US Dollar Reactions through the Federal Reserve Meeting

federal reserve exchange rates

The US Federal Reserve's Open Markets Committee meets in Washington on December 14 to discuss the setting of interest rates. Here is how the Dollar could react.

Surprises, revolutions, revaluations and acts of God are the ‘four horses of the apocalypse’ for financial markets.

In a word the “unforeseen”.

If investors can see it coming they have time to prepare and prices adjust before the event.  

That’s why the Dollar is unlikely to be moved much by the interest rate rise that has already been priced in by market on an almost 100% certainty.

The biggest response would come from the Fed deciding not to adjust interest rates - and that is highly unlikely.

The Dollar would plummet if the Fed shied away from raising rates.

Still, it’s not completely impossible: note the poor earnings data contained in the November jobs report.

Whilst slowing wages was not seen as a game-changer, it will have given Fed governor Yellen food for thought.

Nevertheless, the bottom line is that there is going to be a Fed rate hike, so if not that, then what could move FX on the day?

Future Expectations

Given a rate hike is already something of a foregone conclusion, markets will be looking to formulating an idea of how many rate rises the Fed is likely to make in 2017, say analysts at Bank of America Merill Lynch (BOFAML) in a note to clients:

“Similar to the market response after the December 2015 hike, the key for the FX market will be the signal of the pace of hikes in 2017 and 2018.

“The main determinant here will be the dot plots, statement press conference tone as well as any nod (implicit or explicit) to the recent tightening of financial conditions amidst higher yields and a stronger USD."

Plotting a Course

The Federal Reserve ‘Dot Plot’ will be key in determining the market’s reaction to the event.

The Dot Plot is a chart published on the Fed website which shows when each member expects the Fed to raise interest rates in the future, it is updated at key meetings.

BofAML do not expect a change in the Dot Plot from September, however, they see a higher chance of the dots rising than falling, reflecting greater expectations amongst members of higher interest rate levels in the future.

BofAML’s Athanasios Vamvakidis notes:

“There is a better chance of a move higher than lower in the trajectory.

“We think the dots for next year are the most vulnerable – by our calculation, only 2 members need to shift the dots higher to move up the median expectation for 2017.

“It is possible that stronger Q3 GDP growth and a drop in the unemployment rate have prompted some members to adjust their forecast."

Any move up in the dots would lead to an appreciation in the US Dollar.

Economic Forecasts

The Fed’s own forecasts are adjusted at each meeting and reflect their outlook for the economy.

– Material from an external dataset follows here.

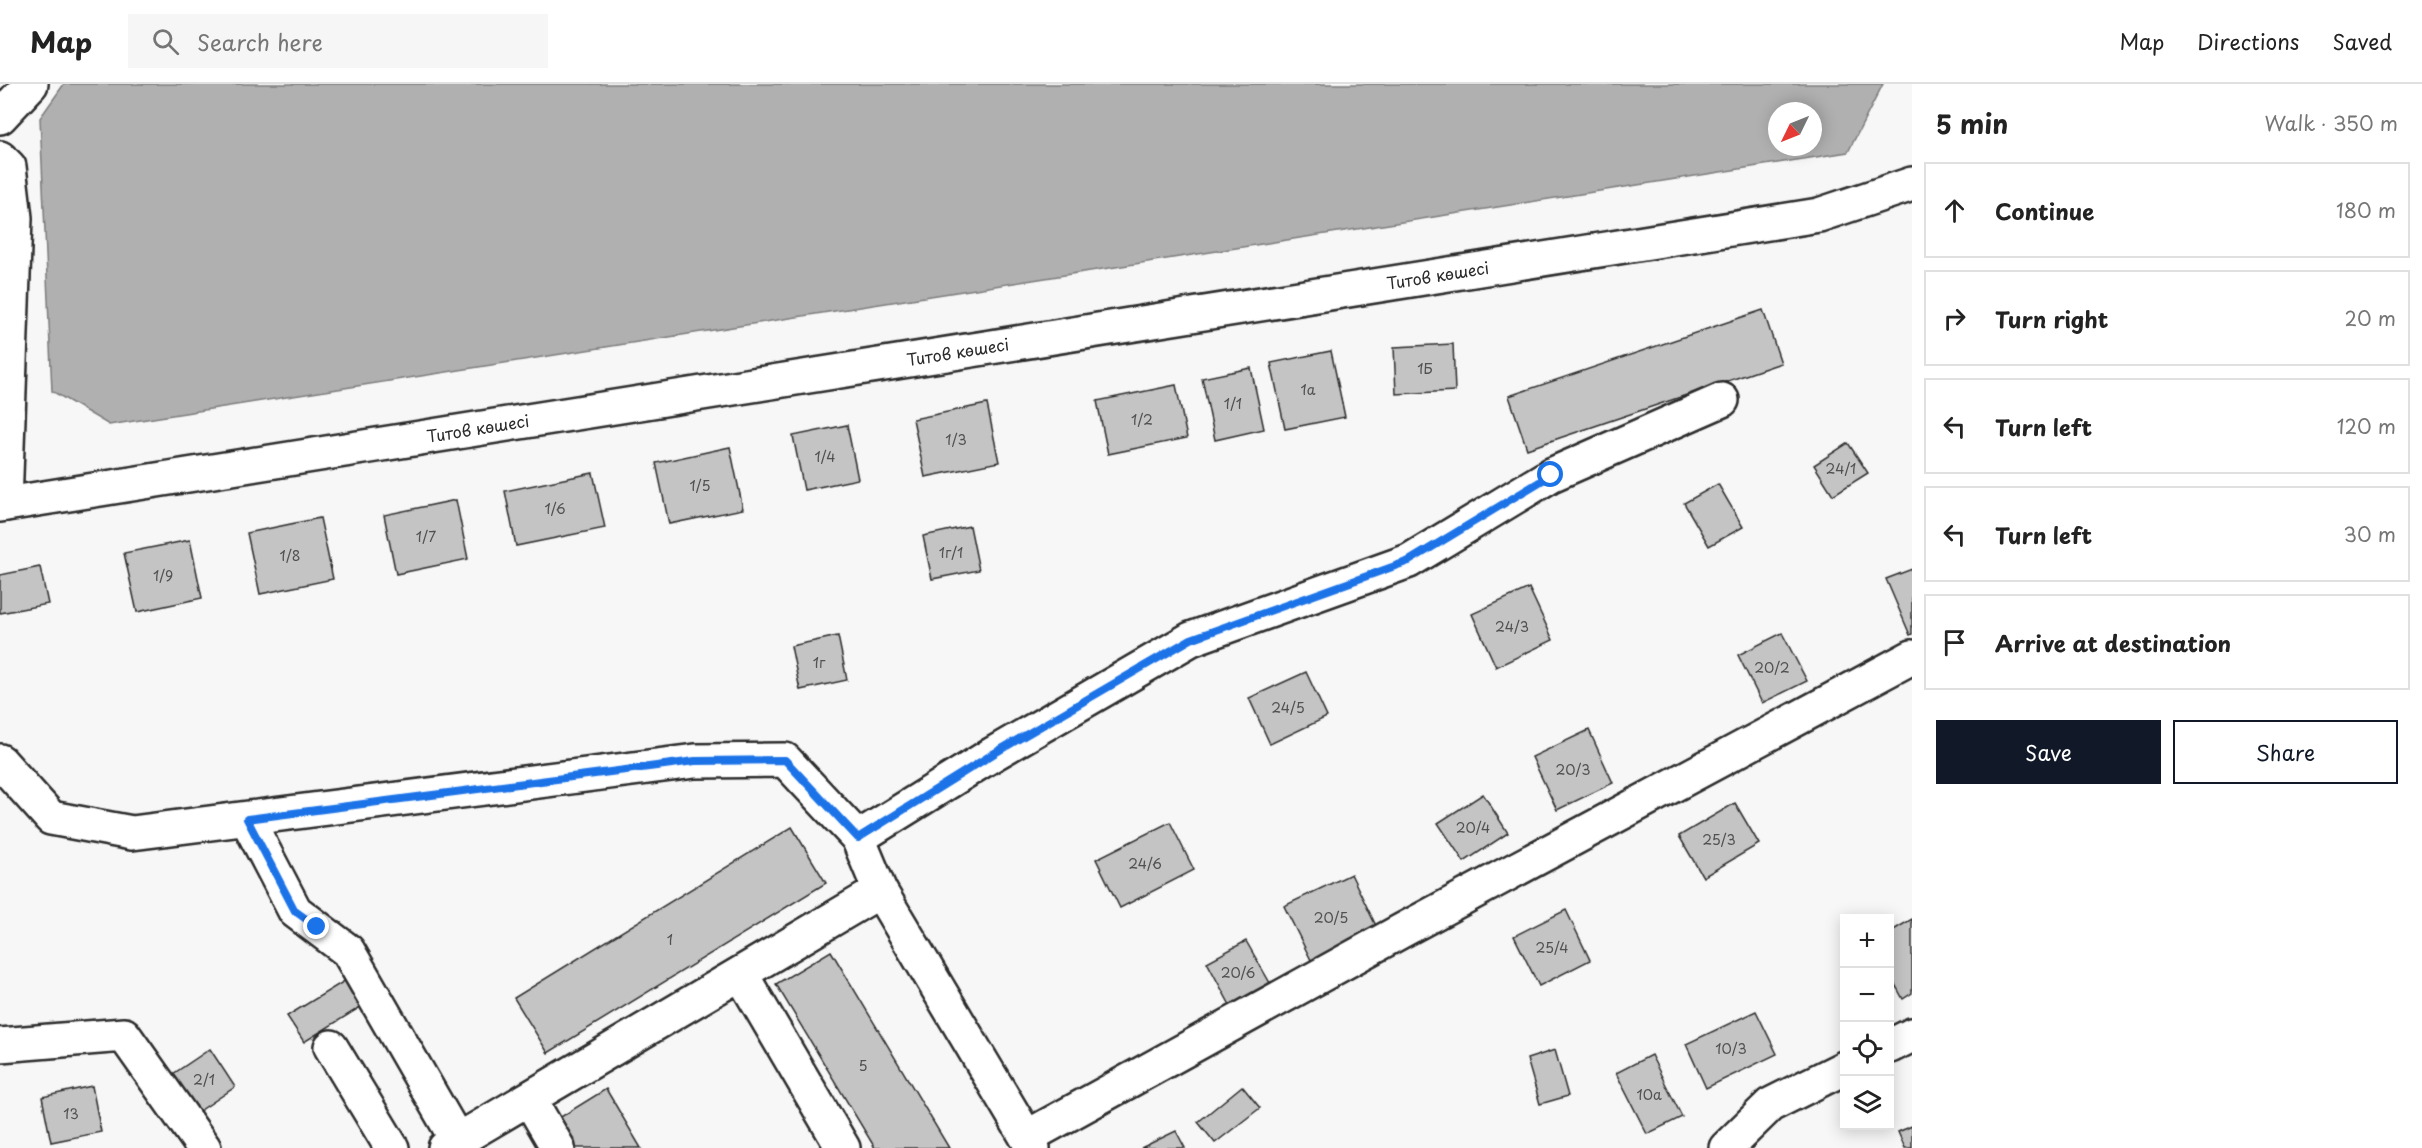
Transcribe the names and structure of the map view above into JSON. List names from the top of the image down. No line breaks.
{"streets":{"street":["Титов көшесі"]},"house_numbers":["1Б","1а","1/1","1/2","1/3","1/4","24/1","1/5","1/6","1/7","1г/1","1/8","1/9","24/3","1г","20/2","24/5","20/3","20/4","25/3","24/6","20/5","1","25/4","20/6","10/3","5","2/1","10а","13"],"north":"bottom left","page":{"header":"Map","search":"Search here","nav":["Map","Directions","Saved"],"heading":["5 min","Walk · 350 m"],"list":[["Continue","180 m"],["Turn right","20 m"],["Turn left","120 m"],["Turn left","30 m"],"Arrive at destination"],"buttons":["Save","Share"],"map_buttons":["+","−"]}}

For this reason, a change in forecasts could be another driver the US Dollar at the meeting.

The recent strong run of strong GDP and Unemployment data is likely to prompt the Fed to raise their own forecasts at the meeting

BOFAML think they will revise down their Unemployment rate forecasts to 4.7% this year and GDP to 1.9 or 2.0% for 2016.

Such an upward revision would also support the Dollar on the day.

Wording of Statement

The wording of the Fed’s accompanying statement is likely to be changed according to Vamavakidis’ base case scenario.

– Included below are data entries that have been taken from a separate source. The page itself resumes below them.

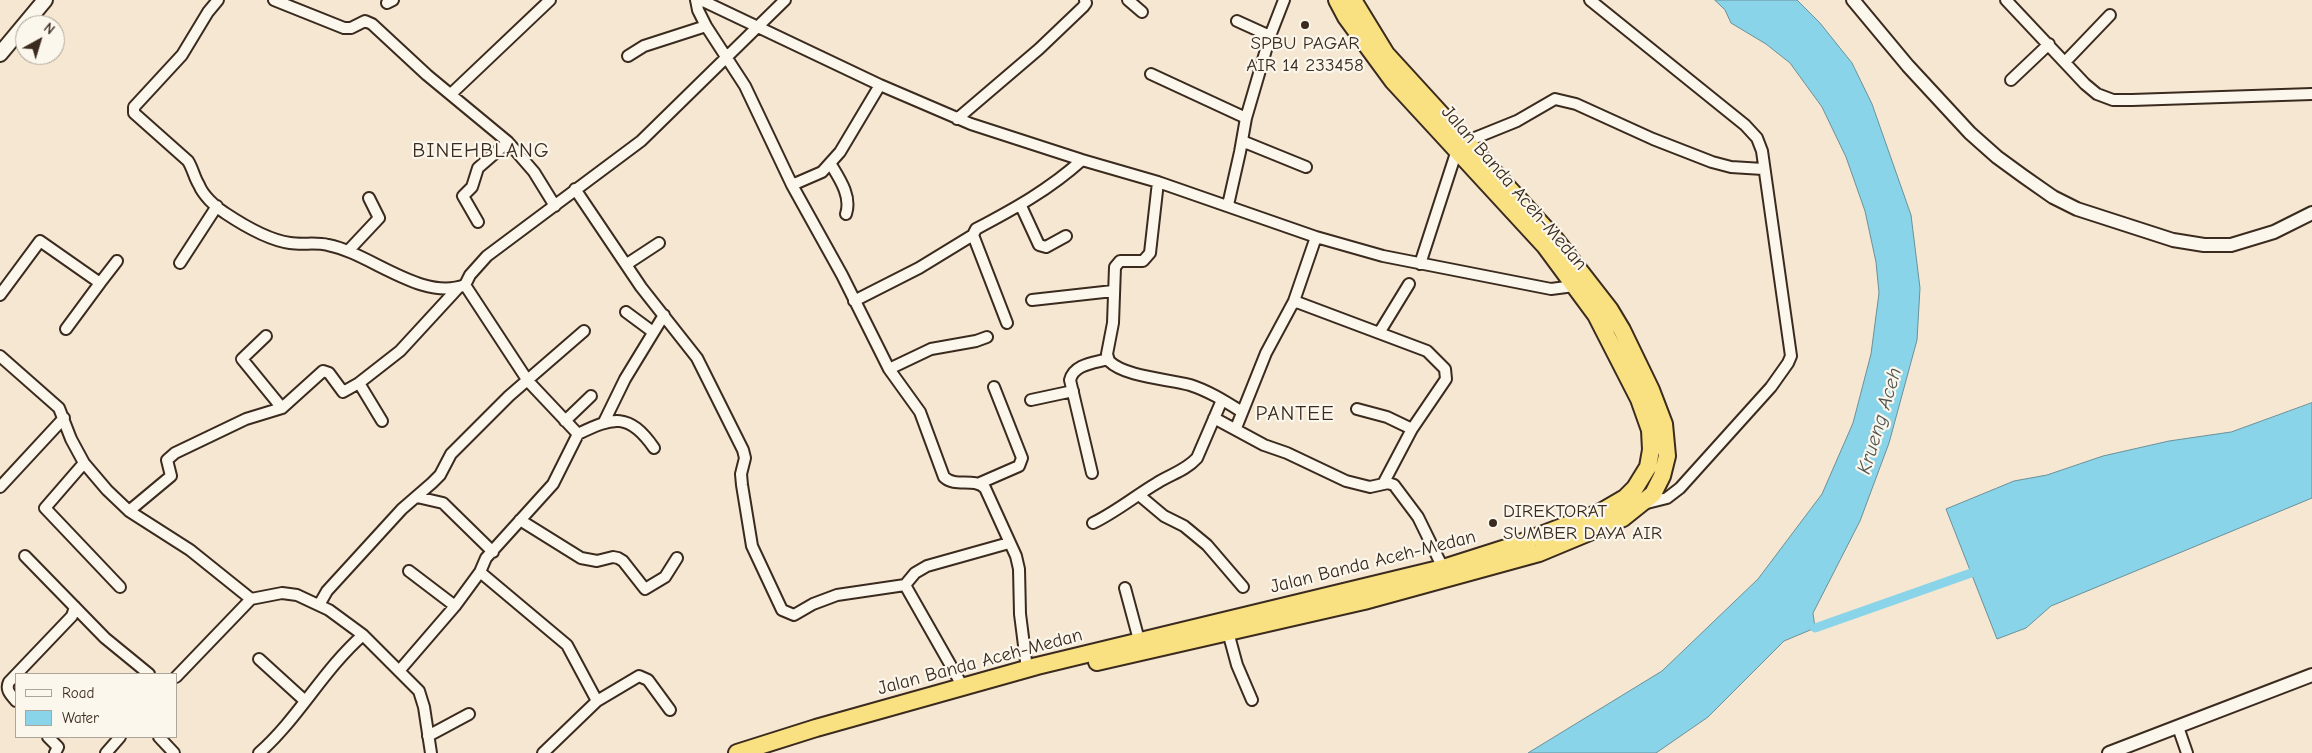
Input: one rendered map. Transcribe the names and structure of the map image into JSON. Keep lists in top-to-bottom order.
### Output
{
  "streets": {
    "highway": ["Jalan Banda Aceh-Medan"]
  },
  "districts": ["BINEHBLANG", "PANTEE"],
  "water": ["Krueng Aceh"],
  "places": ["SPBU PAGAR AIR 14 233458", "DIREKTORAT SUMBER DAYA AIR"],
  "legend": ["Road", "Water"],
  "north": "top right"
}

The reference to the “balance of risks” will probably be changed to something more neutral with “roughly balanced” being condensed to a less ambiguous “balanced”.

The Fed may not show wholehearted commitment to a course of rate hikes yet, and, “will still note that the stance of monetary policy remains accommodative,” says Vamvakidis.

The Fed is likely to remove the reference to a risk of inflation shortfall from tis 2.0% target:

“We expect tweaks to this paragraph to remove the reference to the shortfall in inflation from the 2% target as a reason for remaining cautious.

The combination of the drop in the unemployment rate and rise in inflation expectations as well as the upward trend in realized inflation will likely leave the Fed feeling more comfortable with inflation risks,” commented Vamvakidis.

Tone of Commentary

BOFAML expect the Fed Chairwomen to steer clear of an outright ‘hawkish’ tone (hawkish means supporting further rate hikes in the future) in the press conference after the meeting, and to adopt a “cautiously optimistic” tone, “reiterating the gradual pace of rate hikes,” instead.

The word “gradual” may be key as if it is jettisoned, this would indicate a much faster rate of interest rate hikes, which would be very Dollar-positive.

The greater likelihood is that Yellen will emphasize the need for ‘carful risk management’ in raising rates, since increasing them too quickly could cut off the fragile recovery.

BOFAML’s Vamvakidis thinks Yellen may also be asked about the fiscal policy and that she is likely to suggest a focus on increasing productivity.

She may highlight the risks of rising government debt from its already high 77% of GDP.

She is likely to advise that regulation brought in since the crisis be defended to protect the financial system from future shocks.